Big Bang scientists herald success
Scientists at Cern say experiments using their “Big Bang” machine are starting to see signs of potentially new and interesting effects.
Researchers at the European Organization for Nuclear Research (Cern) say the Large Hadron Collider (LHC) appears to have produced a small amount of the matter that existed in the first moments of the universe.
They said colliding particles seem to be creating "hot dense matter" that would have existed microseconds after the Big Bang and might hold the key for understanding how the liquids, gases and solids of our universe were created.

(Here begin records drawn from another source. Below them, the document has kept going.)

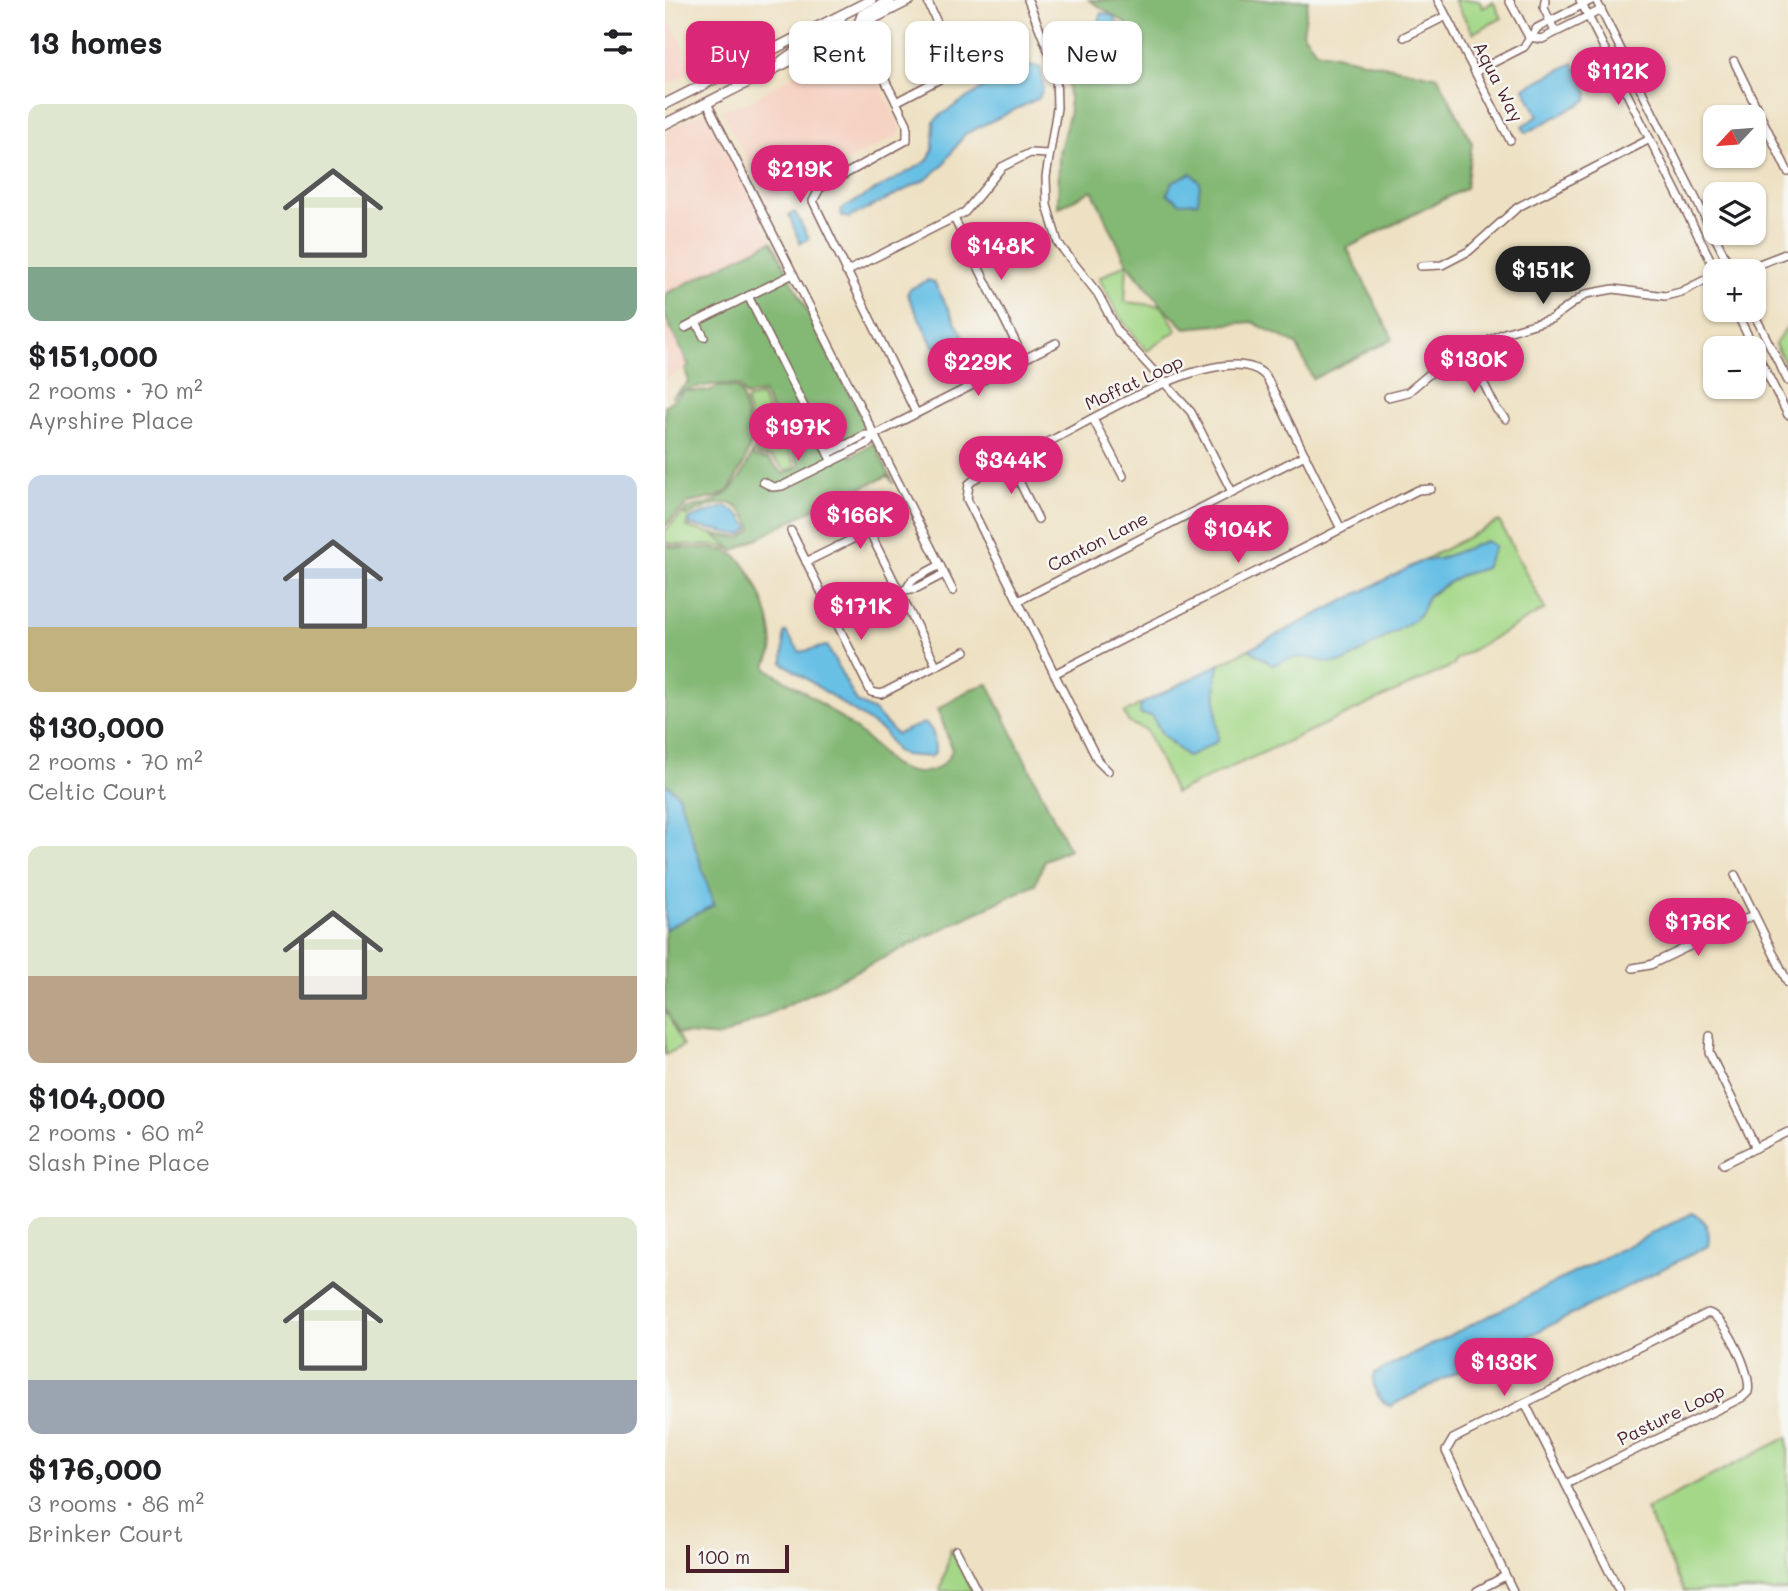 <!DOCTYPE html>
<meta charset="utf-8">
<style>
body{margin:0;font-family:Mali,sans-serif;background:#f6f6f6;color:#202124;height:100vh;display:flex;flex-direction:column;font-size:26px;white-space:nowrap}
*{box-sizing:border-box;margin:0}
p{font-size:23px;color:#757577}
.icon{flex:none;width:38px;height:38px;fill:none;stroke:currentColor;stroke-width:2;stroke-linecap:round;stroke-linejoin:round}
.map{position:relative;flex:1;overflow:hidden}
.side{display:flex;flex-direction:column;background:#fff;width:665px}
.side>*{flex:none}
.top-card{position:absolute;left:21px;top:21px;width:665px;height:63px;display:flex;gap:14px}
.needle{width:46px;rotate:244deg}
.buttons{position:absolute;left:1038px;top:105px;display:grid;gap:14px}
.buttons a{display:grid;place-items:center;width:63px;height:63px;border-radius:14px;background:#fff;box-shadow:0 2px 5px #0004;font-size:35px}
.scale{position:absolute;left:21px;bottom:18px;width:103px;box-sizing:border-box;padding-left:7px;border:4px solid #4a1f2b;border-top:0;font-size:19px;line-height:24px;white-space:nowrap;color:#4a1f2b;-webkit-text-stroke:5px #f6f6f2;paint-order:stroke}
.price{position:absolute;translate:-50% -60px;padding:0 16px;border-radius:24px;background:#db2777;color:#fff;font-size:23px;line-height:46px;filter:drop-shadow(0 2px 4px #0008)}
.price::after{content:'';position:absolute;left:50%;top:42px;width:21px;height:16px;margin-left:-10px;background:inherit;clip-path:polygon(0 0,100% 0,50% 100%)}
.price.active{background:#222;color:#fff}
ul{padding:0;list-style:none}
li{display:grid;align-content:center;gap:14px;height:371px;padding:0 28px}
li span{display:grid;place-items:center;height:217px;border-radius:14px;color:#555}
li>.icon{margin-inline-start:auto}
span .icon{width:126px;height:126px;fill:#fffc;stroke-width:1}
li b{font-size:30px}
h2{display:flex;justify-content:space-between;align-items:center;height:84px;padding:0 28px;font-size:30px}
.tag{padding:0 24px;border-radius:14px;background:#fff;box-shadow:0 2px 5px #0004;font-size:24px;line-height:63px}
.tag.active{background:#db2777;color:#fff}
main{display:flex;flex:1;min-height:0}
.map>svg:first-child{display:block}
.built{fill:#f6d2c3}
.green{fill:#a4d888;stroke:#777c5a;stroke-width:2}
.forest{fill:#83b874;stroke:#666c50;stroke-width:2}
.water{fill:#67c0e5;stroke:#587088;stroke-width:2}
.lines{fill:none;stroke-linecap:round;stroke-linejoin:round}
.minor-casing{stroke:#836360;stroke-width:10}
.major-casing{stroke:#836360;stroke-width:12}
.minor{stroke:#fff;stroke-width:7}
.major{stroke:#fff;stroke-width:9}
.labels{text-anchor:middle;stroke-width:5;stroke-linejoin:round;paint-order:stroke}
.street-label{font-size:18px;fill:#4a1f2b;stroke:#f6f6f2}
</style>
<main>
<section class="side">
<h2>13 homes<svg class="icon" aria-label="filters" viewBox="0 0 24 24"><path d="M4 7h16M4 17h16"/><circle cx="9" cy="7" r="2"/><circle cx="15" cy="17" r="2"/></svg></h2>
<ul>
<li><span style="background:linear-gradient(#dfe7d0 75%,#7fa58c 0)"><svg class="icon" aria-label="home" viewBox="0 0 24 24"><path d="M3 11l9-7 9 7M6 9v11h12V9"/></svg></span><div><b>$151,000</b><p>2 rooms · 70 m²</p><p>Ayrshire Place</p></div></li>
<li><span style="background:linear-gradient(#c9d6e8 70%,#c2b280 0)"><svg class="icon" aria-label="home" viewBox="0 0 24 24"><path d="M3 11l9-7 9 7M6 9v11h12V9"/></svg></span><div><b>$130,000</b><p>2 rooms · 70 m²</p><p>Celtic Court</p></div></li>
<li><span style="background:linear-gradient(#dfe7d0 60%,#b9a48a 0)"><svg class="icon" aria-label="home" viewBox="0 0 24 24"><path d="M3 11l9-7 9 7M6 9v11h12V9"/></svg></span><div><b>$104,000</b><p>2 rooms · 60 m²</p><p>Slash Pine Place</p></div></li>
<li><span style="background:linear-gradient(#dfe7d0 75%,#9aa5b1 0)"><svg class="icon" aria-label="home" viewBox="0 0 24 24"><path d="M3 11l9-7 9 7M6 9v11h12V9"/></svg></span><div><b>$176,000</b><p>3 rooms · 86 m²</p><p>Brinker Court</p></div></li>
</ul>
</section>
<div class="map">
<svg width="1123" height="1591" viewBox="0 0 1123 1591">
<rect width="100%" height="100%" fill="#f6f6f2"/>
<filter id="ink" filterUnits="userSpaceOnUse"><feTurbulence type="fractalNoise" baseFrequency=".0143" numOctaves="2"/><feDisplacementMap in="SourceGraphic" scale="14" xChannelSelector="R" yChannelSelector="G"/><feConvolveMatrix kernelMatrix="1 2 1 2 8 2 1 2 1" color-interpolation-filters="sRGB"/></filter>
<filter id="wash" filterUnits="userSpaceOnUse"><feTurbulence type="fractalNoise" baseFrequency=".00686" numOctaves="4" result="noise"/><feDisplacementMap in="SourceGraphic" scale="28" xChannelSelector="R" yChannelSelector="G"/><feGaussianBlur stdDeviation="1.57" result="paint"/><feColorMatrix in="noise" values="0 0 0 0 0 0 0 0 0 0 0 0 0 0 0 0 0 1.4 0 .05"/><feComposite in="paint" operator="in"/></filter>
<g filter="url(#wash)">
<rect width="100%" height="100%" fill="#eee1c3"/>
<g class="built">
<polygon points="0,13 32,70 0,86"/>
<polygon points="189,44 198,51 235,126 234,135 103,201 57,110 84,102 138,69"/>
<polygon points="42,111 107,241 0,294 0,131"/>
<polygon points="0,316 25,366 0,379"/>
</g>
<g class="green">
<polygon points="789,0 814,0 818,8 828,2 837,18 808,33"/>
<polygon points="462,263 460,302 497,306 512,330 482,351 454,316 434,278"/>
<polygon points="1123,325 1123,370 1110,344"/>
<polygon points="96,396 131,467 122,471 106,457 92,455 81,400"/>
<path d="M18,513L23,516L22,527L48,534L69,551C50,540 15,549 0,542V531Z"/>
<path d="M834,521L880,609L790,660L789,665L510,793L481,730L464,723L459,713L476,704V714L487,716L498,735L523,757L553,741L550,681L555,664L584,649L608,665C646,646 654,669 681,661L746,622L755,614L764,596L794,576L820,568L821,541L774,559L757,561Z"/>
<polygon points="0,1008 18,1046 0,1055"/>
<polygon points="1123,1437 1123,1591 1019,1591 981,1509"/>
<polygon points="286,1549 307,1591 275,1591"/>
</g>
<g class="forest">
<polygon points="424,0 643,0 638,33 651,51 773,77 807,143 801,188 682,248 728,339 648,379 631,344 587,322 520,328 497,306 462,263 427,190 393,208 394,153 405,111 402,75 465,58 462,24"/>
<path d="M107,241L203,431L180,442L187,456L209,443L229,484L223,476L156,505L69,551L48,534L76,538L87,530C87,521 73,503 61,503C50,503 32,511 23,516L18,513C26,505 32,507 42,504C67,496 78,475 88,452L89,457L104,460L119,474L135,466L98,393L81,396L73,385C54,383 21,386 6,397L24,382L20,369L24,366L0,316V294Z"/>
<polygon points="56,386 71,387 77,395 87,440 79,463 64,490 52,497 24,503 0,526 0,406 19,391 43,391"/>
<path d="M0,545C11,551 48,545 64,552C88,562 112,627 107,652C105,657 102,662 101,667C104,672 141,692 150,699C167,712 186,725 202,739C210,746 217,755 225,762C246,779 277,776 287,750L273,709L306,689L323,684L404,849L380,860L370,884L56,1037L12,1033L0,1008V929L49,905L13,795L0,783Z"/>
</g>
<g class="water">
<polygon points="436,13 447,15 455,27 458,47 447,58 439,54 432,32"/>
<polygon points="908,63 923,92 922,100 861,133 857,126 873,116 859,88"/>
<polygon points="365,65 376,68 378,88 374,98 300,134 277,166 262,179 184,218 177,216 176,209 262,161 268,150 269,121 277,114 335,77"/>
<polygon points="526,173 535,182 533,202 516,203 502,194 507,182"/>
<polygon points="130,212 144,239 135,243 124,215"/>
<path d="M263,280L269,282L298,336C292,345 278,349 268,346L242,294L245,289Z"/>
<polygon points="61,506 75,515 85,528 76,535 24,525 26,518"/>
<path d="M821,541L830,546L820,568L794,576L764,595L755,614L746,622L681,661C654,669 646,646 608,665L584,649L757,561L774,559Z"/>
<path d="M121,632L135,652L162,646L192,702L209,711L231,734L259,723C270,728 270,742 270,753L266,757L239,755L231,751L219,732L118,663L119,633Z"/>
<polygon points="555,664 550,681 553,741 523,757 498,735 487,716 475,714 476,704"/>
<polygon points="0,783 13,794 49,905 0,929"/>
<path d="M1027,1213C1041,1218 1046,1231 1043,1246L725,1406C712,1399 707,1388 709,1374Z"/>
</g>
</g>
<g filter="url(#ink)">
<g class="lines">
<g class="minor-casing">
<g id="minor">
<polyline points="363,0 391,70 392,108 381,177 382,205 393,243 433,294 453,332 526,412 567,492"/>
<polyline points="773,0 845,140"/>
<polyline points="844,0 864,37"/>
<polyline points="880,0 879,8 890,32"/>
<polyline points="915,0 1051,271"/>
<polyline points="931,0 1067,271"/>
<polyline points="193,26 242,124 242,140 155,188 148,201 251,413"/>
<polyline points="739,37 781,16"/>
<polyline points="864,37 877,39 936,10"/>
<polyline points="1069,61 1123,172"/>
<polyline points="810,72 859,47 872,28 927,0"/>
<polyline points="231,102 286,73 291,66 262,0"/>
<polyline points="42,103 288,591"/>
<polyline points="289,218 359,359"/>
<polyline points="756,266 777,265 804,251 853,207 985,139"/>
<polyline points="1076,271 1123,253"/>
<polyline points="181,272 300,212 337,167 365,153 384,154"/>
<polyline points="83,296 167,462"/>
<polyline points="1070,310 1123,415"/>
<polyline points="1087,310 1123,381"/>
<polyline points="20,328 31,322"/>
<polyline points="39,337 31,322 128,274"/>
<polyline points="803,352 832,410 841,419"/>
<polyline points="723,397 743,392 775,365 839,333 886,319 921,294 949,289 1000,296 1016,292 1050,275"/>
<polyline points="428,419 458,476"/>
<polyline points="163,454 200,435 209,435 391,343"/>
<polyline points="344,461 373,519"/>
<polyline points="98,482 108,487 117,486 204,443 209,435"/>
<polyline points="126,531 206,692 216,694 300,651"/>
<polyline points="204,531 271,665"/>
<polyline points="141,562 236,515"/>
<polyline points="242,588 247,580 275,565"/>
<polyline points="234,591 252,588 279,574"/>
<polyline points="353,601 640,455"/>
<polyline points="389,674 753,490 766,489"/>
<path d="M443,771L433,761L302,499L304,484C323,466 365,451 389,439C430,418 567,333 602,378L676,529"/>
<polyline points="1070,875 1123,983"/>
<polyline points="968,968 985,965 1089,915"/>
<polyline points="1045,1036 1044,1052 1091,1148"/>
<polyline points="1058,1164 1123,1132"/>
<path d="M860,1403L1043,1313C1060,1316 1088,1375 1083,1392L1078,1397L901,1484"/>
<polyline points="291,1550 312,1591"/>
<polyline points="812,1591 840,1576"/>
<polyline points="848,1591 781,1451 788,1439 860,1403 954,1591"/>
</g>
</g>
<g class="major-casing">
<g id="major">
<polyline points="193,26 197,15 226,0"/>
<path d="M117,61C133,48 172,30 177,15"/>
<polyline points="0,104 206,0"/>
<polyline points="0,124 245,0"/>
</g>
</g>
<use href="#minor" class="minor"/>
<use href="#major" class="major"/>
</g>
</g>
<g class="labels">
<g class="street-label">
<text transform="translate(833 82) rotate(63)" y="6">Aqua Way</text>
<text transform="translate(469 383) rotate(-25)" y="6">Moffat Loop</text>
<text transform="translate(433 542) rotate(-27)" y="6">Canton Lane</text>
<text transform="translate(1006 1415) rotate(-26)" y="6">Pasture Loop</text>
</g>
</g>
</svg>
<div class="buttons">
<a><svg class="needle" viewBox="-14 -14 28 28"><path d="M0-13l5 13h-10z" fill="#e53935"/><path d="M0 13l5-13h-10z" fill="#757577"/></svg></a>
<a><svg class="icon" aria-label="layers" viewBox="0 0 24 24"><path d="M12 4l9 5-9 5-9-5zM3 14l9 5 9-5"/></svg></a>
<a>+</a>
<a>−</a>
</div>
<div class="scale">100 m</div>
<b class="price" style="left:953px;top:107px">$112K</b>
<b class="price" style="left:135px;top:205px">$219K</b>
<b class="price" style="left:336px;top:282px">$148K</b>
<b class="price active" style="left:878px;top:306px">$151K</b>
<b class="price" style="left:809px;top:395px">$130K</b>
<b class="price" style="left:313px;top:398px">$229K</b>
<b class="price" style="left:133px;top:463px">$197K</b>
<b class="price" style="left:346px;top:496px">$344K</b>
<b class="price" style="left:195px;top:551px">$166K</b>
<b class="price" style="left:573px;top:565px">$104K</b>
<b class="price" style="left:196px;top:642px">$171K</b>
<b class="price" style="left:1033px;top:958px">$176K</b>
<b class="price" style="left:839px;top:1398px">$133K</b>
<div class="top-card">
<a class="tag active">Buy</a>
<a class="tag">Rent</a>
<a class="tag">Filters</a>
<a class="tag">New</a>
</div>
</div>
</main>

Correlations bear similarities to studies with larger particle structures conducted at the United States Brookhaven National Laboratory in New York, and that they reveal how some particles are "intimately linked in a way not seen before in proton collisions."
"We are very excited," said Raju Venugopalan, a senior Brookhaven scientist who wasn't involved in CERN's experiments. He told The Associated Press on Wednesday that the data showed "for the first time" that protons have quantum properties that can be enhanced in collisions.
In the LHC, high-energy protons in two counter-rotating beams are smashed together to search for exotic particles.
The beams contain billions of protons. Travelling just under the speed of light, they are guided by thousands of superconducting magnets.
The experiments scour data from the collisions for signs of extremely rare events such as the creation of the so-called God particle, the yet-to-be-discovered Higgs boson.